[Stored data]
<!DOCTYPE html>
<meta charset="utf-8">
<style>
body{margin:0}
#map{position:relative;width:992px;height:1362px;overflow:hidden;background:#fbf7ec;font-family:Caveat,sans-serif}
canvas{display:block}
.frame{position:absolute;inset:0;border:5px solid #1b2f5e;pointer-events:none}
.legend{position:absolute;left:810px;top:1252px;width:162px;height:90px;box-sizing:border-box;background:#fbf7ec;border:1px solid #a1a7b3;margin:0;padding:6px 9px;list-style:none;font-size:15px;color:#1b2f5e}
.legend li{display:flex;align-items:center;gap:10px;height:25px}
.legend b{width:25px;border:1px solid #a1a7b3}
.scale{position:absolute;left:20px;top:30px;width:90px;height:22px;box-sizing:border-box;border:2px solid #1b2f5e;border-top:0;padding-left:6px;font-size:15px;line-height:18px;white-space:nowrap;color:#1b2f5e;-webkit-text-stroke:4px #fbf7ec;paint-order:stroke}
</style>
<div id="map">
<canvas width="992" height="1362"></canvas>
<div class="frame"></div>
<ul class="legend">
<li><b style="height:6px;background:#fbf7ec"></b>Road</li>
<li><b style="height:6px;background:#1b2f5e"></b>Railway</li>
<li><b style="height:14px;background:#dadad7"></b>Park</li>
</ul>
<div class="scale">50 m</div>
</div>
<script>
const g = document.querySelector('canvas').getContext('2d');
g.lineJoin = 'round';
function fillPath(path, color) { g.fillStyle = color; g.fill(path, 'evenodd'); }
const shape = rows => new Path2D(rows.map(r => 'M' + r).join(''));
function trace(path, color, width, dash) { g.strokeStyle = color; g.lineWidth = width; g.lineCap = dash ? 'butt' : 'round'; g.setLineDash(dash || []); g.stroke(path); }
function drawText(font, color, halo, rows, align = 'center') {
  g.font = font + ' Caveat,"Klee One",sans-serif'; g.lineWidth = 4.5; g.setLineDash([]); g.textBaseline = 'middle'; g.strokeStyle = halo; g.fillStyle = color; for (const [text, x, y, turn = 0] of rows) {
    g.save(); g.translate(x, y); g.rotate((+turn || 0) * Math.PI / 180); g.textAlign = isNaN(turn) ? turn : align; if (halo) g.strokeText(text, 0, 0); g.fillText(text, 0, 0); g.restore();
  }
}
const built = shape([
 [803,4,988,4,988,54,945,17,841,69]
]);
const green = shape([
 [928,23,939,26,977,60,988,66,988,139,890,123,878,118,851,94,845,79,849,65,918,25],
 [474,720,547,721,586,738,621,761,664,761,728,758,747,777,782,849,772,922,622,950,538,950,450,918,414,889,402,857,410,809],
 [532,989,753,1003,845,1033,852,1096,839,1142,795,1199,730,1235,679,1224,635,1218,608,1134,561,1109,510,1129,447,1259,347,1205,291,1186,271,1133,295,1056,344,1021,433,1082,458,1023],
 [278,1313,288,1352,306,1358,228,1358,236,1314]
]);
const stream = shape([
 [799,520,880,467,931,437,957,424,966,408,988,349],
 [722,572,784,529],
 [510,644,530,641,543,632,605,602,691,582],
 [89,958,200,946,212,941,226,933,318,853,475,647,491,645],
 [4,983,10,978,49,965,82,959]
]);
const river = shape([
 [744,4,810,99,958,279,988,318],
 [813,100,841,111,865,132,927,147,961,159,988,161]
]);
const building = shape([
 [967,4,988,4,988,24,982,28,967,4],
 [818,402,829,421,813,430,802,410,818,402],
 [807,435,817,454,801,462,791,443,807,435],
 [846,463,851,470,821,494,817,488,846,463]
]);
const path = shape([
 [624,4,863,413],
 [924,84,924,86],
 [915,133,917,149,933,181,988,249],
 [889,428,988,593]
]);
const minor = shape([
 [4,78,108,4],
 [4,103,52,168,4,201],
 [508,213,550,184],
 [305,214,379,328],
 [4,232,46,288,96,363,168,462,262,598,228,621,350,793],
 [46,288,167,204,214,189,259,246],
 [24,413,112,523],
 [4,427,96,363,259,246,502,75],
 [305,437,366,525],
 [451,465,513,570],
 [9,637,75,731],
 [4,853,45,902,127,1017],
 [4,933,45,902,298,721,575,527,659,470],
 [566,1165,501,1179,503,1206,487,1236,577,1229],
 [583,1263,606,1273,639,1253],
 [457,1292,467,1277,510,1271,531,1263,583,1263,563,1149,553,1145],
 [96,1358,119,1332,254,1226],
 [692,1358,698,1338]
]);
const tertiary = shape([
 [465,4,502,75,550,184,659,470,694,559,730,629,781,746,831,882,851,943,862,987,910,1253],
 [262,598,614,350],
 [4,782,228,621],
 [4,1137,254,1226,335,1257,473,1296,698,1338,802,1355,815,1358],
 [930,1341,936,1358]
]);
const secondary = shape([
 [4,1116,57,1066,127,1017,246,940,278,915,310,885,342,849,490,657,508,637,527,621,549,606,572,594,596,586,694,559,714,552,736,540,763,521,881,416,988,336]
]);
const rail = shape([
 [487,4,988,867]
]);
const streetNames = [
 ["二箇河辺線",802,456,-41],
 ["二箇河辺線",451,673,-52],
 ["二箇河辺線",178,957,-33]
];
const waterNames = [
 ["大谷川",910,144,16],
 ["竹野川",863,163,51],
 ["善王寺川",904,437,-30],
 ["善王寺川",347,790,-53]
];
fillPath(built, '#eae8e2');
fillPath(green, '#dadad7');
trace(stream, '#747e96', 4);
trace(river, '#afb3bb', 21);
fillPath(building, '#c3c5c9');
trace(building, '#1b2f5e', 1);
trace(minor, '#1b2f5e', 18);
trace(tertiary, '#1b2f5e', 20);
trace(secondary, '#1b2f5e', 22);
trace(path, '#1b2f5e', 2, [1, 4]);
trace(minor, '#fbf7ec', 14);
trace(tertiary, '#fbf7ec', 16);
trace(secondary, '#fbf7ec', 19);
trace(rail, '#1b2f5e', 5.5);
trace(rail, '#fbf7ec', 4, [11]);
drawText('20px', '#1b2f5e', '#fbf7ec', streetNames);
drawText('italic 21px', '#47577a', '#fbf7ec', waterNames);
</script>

▸ Problem requirements: Please reproduce the closing stretch of the records, from the line with "[4,983,10,978,49,965,82,959]" through the last line, exactly as it stands.

▸ Task result:
 [4,983,10,978,49,965,82,959]
]);
const river = shape([
 [744,4,810,99,958,279,988,318],
 [813,100,841,111,865,132,927,147,961,159,988,161]
]);
const building = shape([
 [967,4,988,4,988,24,982,28,967,4],
 [818,402,829,421,813,430,802,410,818,402],
 [807,435,817,454,801,462,791,443,807,435],
 [846,463,851,470,821,494,817,488,846,463]
]);
const path = shape([
 [624,4,863,413],
 [924,84,924,86],
 [915,133,917,149,933,181,988,249],
 [889,428,988,593]
]);
const minor = shape([
 [4,78,108,4],
 [4,103,52,168,4,201],
 [508,213,550,184],
 [305,214,379,328],
 [4,232,46,288,96,363,168,462,262,598,228,621,350,793],
 [46,288,167,204,214,189,259,246],
 [24,413,112,523],
 [4,427,96,363,259,246,502,75],
 [305,437,366,525],
 [451,465,513,570],
 [9,637,75,731],
 [4,853,45,902,127,1017],
 [4,933,45,902,298,721,575,527,659,470],
 [566,1165,501,1179,503,1206,487,1236,577,1229],
 [583,1263,606,1273,639,1253],
 [457,1292,467,1277,510,1271,531,1263,583,1263,563,1149,553,1145],
 [96,1358,119,1332,254,1226],
 [692,1358,698,1338]
]);
const tertiary = shape([
 [465,4,502,75,550,184,659,470,694,559,730,629,781,746,831,882,851,943,862,987,910,1253],
 [262,598,614,350],
 [4,782,228,621],
 [4,1137,254,1226,335,1257,473,1296,698,1338,802,1355,815,1358],
 [930,1341,936,1358]
]);
const secondary = shape([
 [4,1116,57,1066,127,1017,246,940,278,915,310,885,342,849,490,657,508,637,527,621,549,606,572,594,596,586,694,559,714,552,736,540,763,521,881,416,988,336]
]);
const rail = shape([
 [487,4,988,867]
]);
const streetNames = [
 ["二箇河辺線",802,456,-41],
 ["二箇河辺線",451,673,-52],
 ["二箇河辺線",178,957,-33]
];
const waterNames = [
 ["大谷川",910,144,16],
 ["竹野川",863,163,51],
 ["善王寺川",904,437,-30],
 ["善王寺川",347,790,-53]
];
fillPath(built, '#eae8e2');
fillPath(green, '#dadad7');
trace(stream, '#747e96', 4);
trace(river, '#afb3bb', 21);
fillPath(building, '#c3c5c9');
trace(building, '#1b2f5e', 1);
trace(minor, '#1b2f5e', 18);
trace(tertiary, '#1b2f5e', 20);
trace(secondary, '#1b2f5e', 22);
trace(path, '#1b2f5e', 2, [1, 4]);
trace(minor, '#fbf7ec', 14);
trace(tertiary, '#fbf7ec', 16);
trace(secondary, '#fbf7ec', 19);
trace(rail, '#1b2f5e', 5.5);
trace(rail, '#fbf7ec', 4, [11]);
drawText('20px', '#1b2f5e', '#fbf7ec', streetNames);
drawText('italic 21px', '#47577a', '#fbf7ec', waterNames);
</script>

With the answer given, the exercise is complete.